New Horizons launched on January 19, 2006, on top of an Atlas V rocket. Once it reached Earth orbit, the Centaur second stage—the same Centaur used to launch the Voyager probes—fired for nine long minutes. That gave the probe a ton of speed, enough to enter a gigantic orbit around the sun, but not enough to escape its pull. That’s when the third stage comes in. They used a Star 48B rocket, slightly bigger than the regular Star 48 like Aster wanted. When it fired, the probe reached a speed of 58,536 kilometers per hour. That’s the fastest launch velocity ever. Apollo 11 took seventy-six hours to reach the moon’s orbit. New Horizons did it in nine.
On June 13 of the same year, a couple months past the orbit of Mars, New Horizons flew by a small asteroid with the cute name 132524 APL in the asteroid belt. The people of Earth thought that was cool and decided to test the probe’s instruments on this tiny rock. It worked fine. Then something terrible struck: a chunk of irony of cosmic proportions—in the Alanis Morissette sense of the word.
New Horizons launched in January of 2006 towards Pluto, the only planet of the solar system we’d never visited. On August 24 of that same year, the International Astronomical Union deplanetized Pluto! For real! While they were on their way there!
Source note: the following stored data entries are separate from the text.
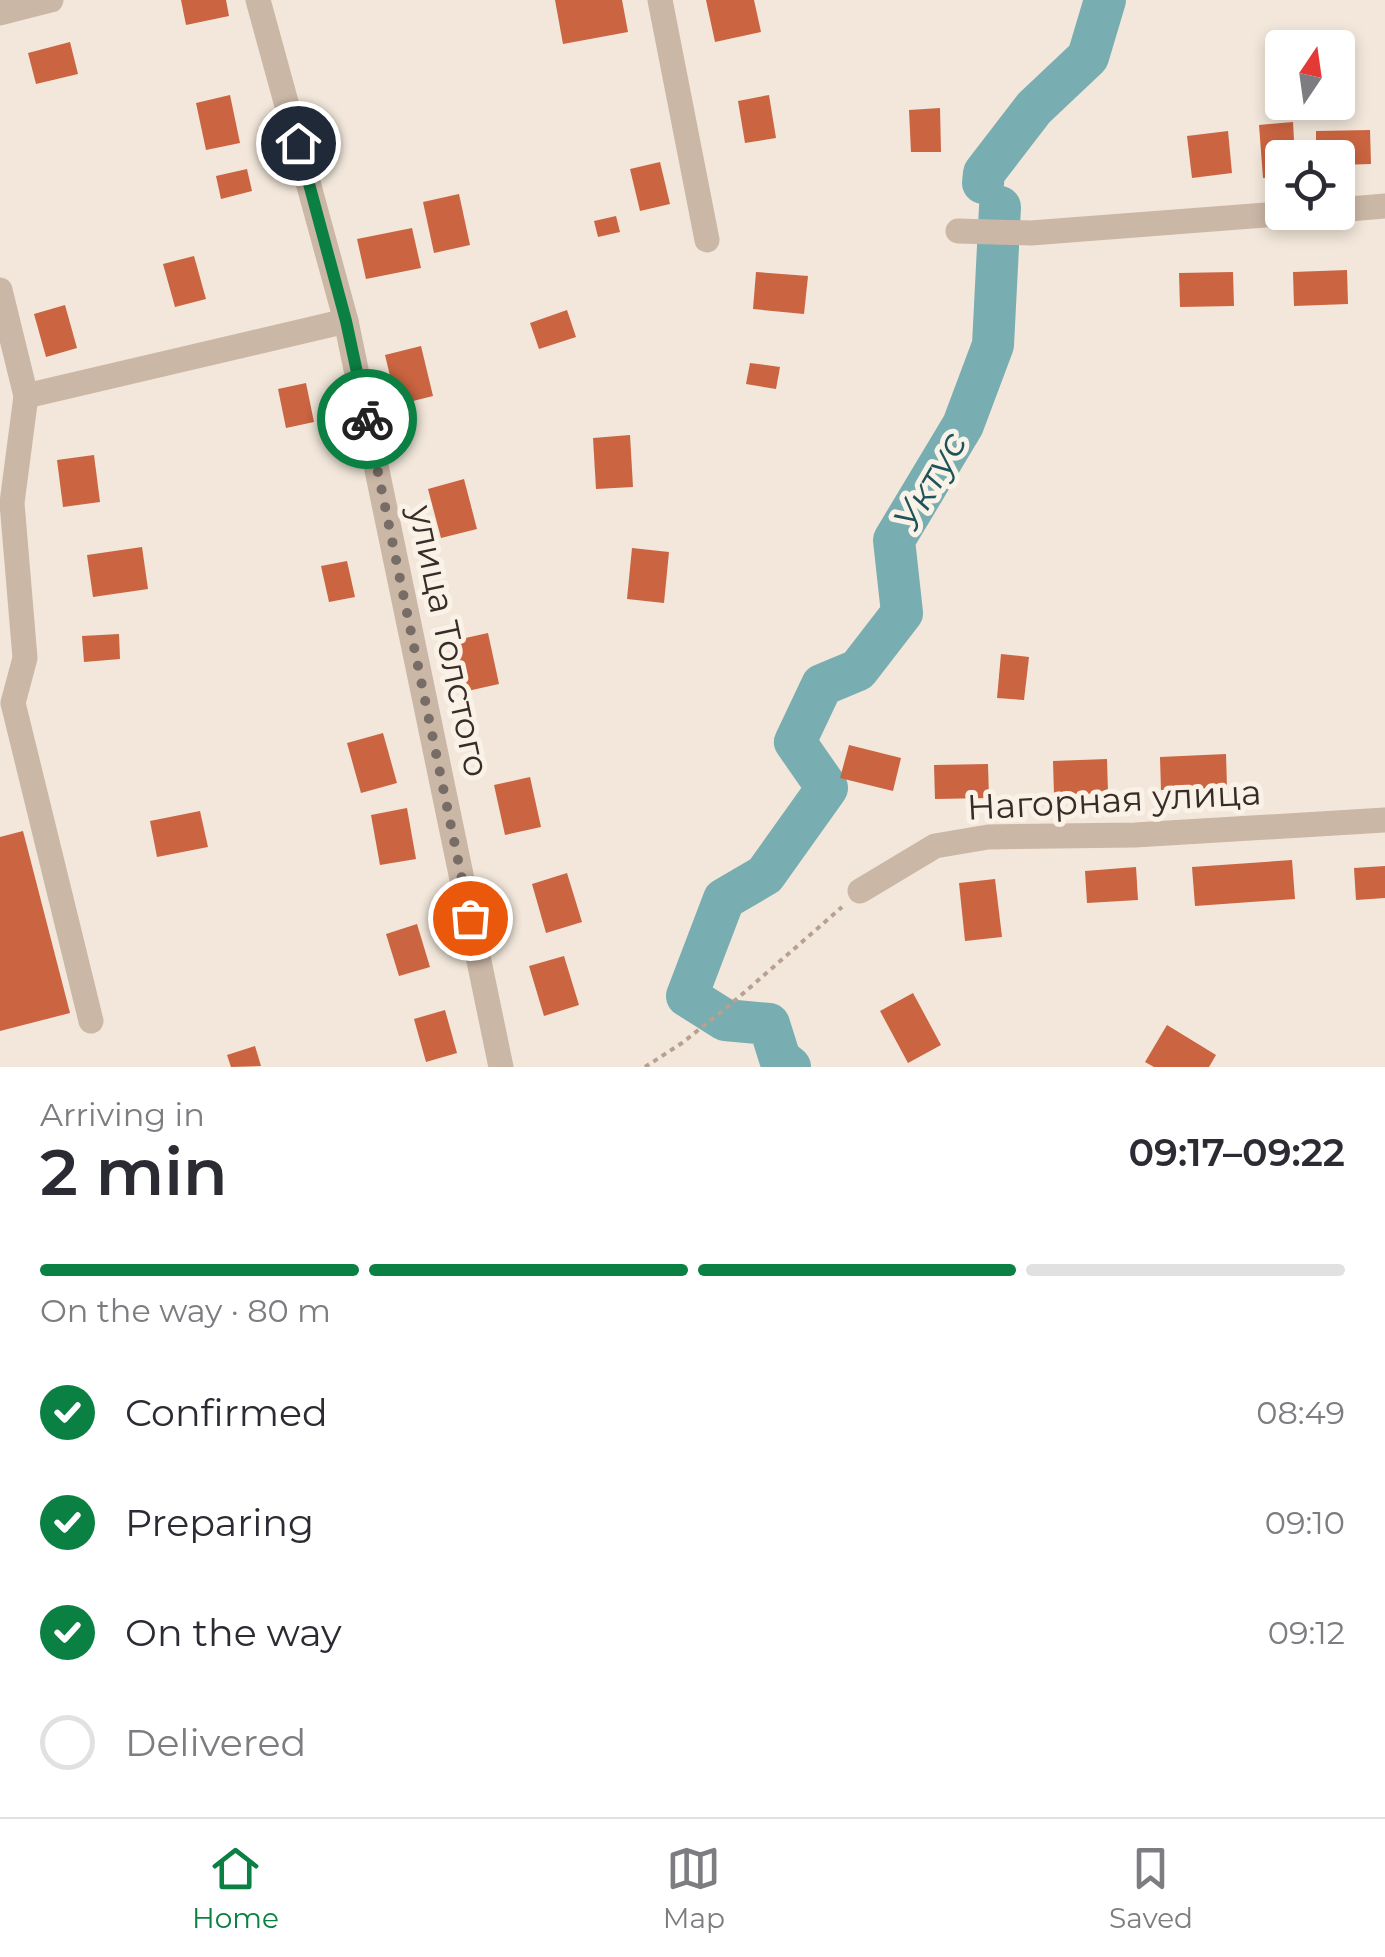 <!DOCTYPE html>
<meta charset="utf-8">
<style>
:root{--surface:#fff;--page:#f2f2f3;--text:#2b2b33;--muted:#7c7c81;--line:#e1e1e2;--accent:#0b8043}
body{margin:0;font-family:Montserrat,sans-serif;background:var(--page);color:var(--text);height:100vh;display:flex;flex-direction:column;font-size:38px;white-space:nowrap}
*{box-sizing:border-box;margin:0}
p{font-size:32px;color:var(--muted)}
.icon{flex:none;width:55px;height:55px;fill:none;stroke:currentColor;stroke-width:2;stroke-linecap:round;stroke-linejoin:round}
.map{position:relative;height:1067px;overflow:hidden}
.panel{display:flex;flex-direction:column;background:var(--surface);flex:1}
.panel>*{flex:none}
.needle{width:65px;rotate:13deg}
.fabs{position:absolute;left:1265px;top:30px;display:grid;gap:20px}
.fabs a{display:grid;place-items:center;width:90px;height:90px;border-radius:10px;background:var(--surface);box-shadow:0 5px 15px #0003;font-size:50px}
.pin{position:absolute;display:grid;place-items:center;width:85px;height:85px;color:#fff;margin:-42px;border:5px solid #fff;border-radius:50%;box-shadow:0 2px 10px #0007}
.courier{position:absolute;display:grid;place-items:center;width:100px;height:100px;margin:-50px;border:8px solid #0b8043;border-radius:50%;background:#fff;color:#222;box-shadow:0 2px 12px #0007}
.head em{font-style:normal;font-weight:600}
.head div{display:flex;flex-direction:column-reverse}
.head{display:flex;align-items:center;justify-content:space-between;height:170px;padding:0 40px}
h1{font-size:65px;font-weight:600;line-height:75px}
.bar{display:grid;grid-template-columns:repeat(4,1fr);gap:15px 10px;align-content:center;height:120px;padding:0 40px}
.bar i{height:12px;border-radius:8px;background:var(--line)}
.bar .on{background:var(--accent)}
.bar p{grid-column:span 4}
ol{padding:0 40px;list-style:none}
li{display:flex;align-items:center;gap:30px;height:110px}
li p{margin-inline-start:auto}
li .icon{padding:10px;border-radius:50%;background:var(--accent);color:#fff;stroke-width:4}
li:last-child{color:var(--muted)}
li i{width:55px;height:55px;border:5px solid var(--line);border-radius:50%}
.menu{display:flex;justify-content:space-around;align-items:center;height:140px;border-top:2px solid var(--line);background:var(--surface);font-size:28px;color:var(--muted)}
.menu a{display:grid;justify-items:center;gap:5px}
.menu .on{color:var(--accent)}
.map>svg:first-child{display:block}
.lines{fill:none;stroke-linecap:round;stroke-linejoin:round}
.river{stroke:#78adb1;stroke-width:42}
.building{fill:#ca6441}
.path{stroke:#b7a190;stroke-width:4;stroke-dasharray:5 5;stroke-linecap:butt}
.street{stroke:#cbb7a6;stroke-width:25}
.done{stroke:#786d66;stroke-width:10;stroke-dasharray:0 18}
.route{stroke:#0b8043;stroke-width:12}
.labels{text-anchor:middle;stroke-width:10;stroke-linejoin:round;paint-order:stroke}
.street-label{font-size:35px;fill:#372c27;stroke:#faf1e7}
.water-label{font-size:38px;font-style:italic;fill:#1b545a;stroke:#faf1e7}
</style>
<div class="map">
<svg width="1385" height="1067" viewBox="0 0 1385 1067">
<rect width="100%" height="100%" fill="#f2e7da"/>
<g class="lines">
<g class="river">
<path d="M983 183 984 173 1034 108 1088 57 1105 0"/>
<path d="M790 1067 780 1059 769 1024 725 1020 687 996 724 899 765 875 827 788 795 742 822 685 858 670 902 613 894 540 963 425 993 345 1000 207"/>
</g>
</g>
<g class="building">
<path d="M181 0H226L229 16 186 25Z"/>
<path d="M555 0H622L628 32 563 44Z"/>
<path d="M706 0H754L761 32 715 42Z"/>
<path d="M70 42 78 74 36 84 28 53Z"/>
<path d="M230 95 240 143 206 150 196 103Z"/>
<path d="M769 95 776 138 745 143 738 101Z"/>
<path d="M940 108 941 152H911L909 110Z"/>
<path d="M1293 122 1295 158H1282V177L1263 178 1259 125Z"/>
<path d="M1370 130 1371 164 1338 165V158H1316V131Z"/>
<path d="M1228 131 1232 173 1192 178 1187 136Z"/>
<path d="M660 162 670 204 640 211 630 169Z"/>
<path d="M247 169 252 191 221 199 216 176Z"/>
<path d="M459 194 470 245 434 253 423 202Z"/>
<path d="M616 216 620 232 598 237 594 221Z"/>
<path d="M412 228 421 268 366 279 357 239Z"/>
<path d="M194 256 206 299 175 307 163 264Z"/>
<path d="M1347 270 1348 304 1294 306 1293 272Z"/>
<path d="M756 272 808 276 804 314 753 309Z"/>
<path d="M1233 272 1234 306 1180 307 1179 273Z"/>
<path d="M65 305 77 348 46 357 34 314Z"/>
<path d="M567 310 576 337 539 349 530 323Z"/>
<path d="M421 346 433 396 397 405 385 355Z"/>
<path d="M750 363 780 367 776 389 746 384Z"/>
<path d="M306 383 314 422 286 428 278 389Z"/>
<path d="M630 435 633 487 596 489 593 438Z"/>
<path d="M94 455 100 502 63 507 57 460Z"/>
<path d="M464 479 477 529 441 538 428 489Z"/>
<path d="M142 547 148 589 93 597 87 555Z"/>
<path d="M632 548 669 552 664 603 627 599Z"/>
<path d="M347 561 355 597 329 602 321 566Z"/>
<path d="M488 633 499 684 463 692 452 641Z"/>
<path d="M119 634 120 659 84 662 82 636Z"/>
<path d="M1001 654 1029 657 1024 700 997 698Z"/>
<path d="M383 733 397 783 361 793 347 743Z"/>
<path d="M849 745 901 758 893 791 840 778Z"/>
<path d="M1226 754 1227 788 1161 790 1160 757Z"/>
<path d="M1107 759 1108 793 1054 795 1053 761Z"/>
<path d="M988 764 989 798 935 799 934 765Z"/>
<path d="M530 777 541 827 505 835 494 785Z"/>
<path d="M407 808 416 859 380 865 371 815Z"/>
<path d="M200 811 208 847 157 857 150 821Z"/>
<path d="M23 831 70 1013 0 1031V837Z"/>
<path d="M1292 860 1295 899 1195 906 1192 867Z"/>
<path d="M1385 866V898L1356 900 1354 868Z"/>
<path d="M1136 867 1138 900 1087 903 1085 871Z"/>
<path d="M567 873 582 922 546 933 532 884Z"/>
<path d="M995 879 1002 937 965 941 959 883Z"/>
<path d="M417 924 430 967 399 976 386 934Z"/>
<path d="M564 956 579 1005 544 1016 529 966Z"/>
<path d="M913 993 941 1045 908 1063 880 1011Z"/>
<path d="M445 1010 457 1053 426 1062 414 1019Z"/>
<path d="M1167 1025 1216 1055 1209 1067H1154L1145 1062Z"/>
<path d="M255 1046 261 1066 231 1067 227 1055Z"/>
</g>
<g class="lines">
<path class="path" d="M645 1067 682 1043 731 1004 842 907"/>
<g class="street">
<path d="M258 0 346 321 501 1067"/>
<path d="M660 0 707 240"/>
<path d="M0 13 51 0"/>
<path d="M1338 210 1385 206"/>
<path d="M958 231 1031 233 1304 212"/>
<path d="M0 290 26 396 12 503 25 658 13 703 91 1021"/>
<path d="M26 396 346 321"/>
<path d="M860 891 935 846 988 837 1135 835 1385 820"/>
</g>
</g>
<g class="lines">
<path class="done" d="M367 419 470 918"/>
<path class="route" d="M298 143 346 321 367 419"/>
</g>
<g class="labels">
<g class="street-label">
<text transform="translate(449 641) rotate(78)" y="12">улица Толстого</text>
<text transform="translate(1114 800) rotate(-3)" y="12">Нагорная улица</text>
</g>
<g class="water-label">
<text transform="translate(930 481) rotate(-60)" y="13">Уктус</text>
</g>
</g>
</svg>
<div class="fabs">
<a><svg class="needle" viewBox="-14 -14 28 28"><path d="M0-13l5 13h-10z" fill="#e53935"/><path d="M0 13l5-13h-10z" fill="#7c7c81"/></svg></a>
<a><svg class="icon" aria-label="locate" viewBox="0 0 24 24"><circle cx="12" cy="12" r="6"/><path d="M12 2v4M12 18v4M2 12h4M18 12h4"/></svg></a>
</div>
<div class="pin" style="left:470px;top:918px;background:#ea580c"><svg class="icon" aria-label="bag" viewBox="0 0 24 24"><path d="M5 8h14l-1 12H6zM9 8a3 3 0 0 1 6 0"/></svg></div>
<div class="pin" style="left:298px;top:143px;background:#1f2937"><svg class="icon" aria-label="home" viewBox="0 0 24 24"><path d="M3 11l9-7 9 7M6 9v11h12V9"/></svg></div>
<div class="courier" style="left:367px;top:419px"><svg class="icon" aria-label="bike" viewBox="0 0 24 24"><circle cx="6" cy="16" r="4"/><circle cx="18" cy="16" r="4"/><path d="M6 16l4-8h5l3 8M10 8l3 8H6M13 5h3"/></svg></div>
</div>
<section class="panel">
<div class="head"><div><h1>2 min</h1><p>Arriving in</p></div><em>09:17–09:22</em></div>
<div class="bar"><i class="on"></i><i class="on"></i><i class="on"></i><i></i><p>On the way · 80 m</p></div>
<ol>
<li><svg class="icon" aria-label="check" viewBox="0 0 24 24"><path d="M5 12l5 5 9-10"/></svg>Confirmed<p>08:49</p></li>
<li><svg class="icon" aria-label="check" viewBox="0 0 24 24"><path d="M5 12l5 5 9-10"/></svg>Preparing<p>09:10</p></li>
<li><svg class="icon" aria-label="check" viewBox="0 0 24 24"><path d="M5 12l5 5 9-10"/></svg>On the way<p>09:12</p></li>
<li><i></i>Delivered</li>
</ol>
</section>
<nav class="menu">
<a class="on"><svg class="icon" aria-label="home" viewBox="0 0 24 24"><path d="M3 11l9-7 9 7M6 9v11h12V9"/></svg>Home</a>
<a><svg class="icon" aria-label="map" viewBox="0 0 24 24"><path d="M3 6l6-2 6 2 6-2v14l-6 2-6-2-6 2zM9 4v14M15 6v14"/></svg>Map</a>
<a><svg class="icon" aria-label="saved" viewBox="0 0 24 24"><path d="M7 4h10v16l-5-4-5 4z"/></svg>Saved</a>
</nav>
New Horizons was about halfway to Jupiter, but it was now going to explore a “dwarf planet.” The last real planet, as it retroactively happened, had already been explored by Voyager 2 fifteen years earlier. Don’t get me wrong, going to Pluto is awesome no matter what you call it, but CAN. YOU. IMAGINE? I bet at least one member of the International Astronomical Union got his car keyed that day.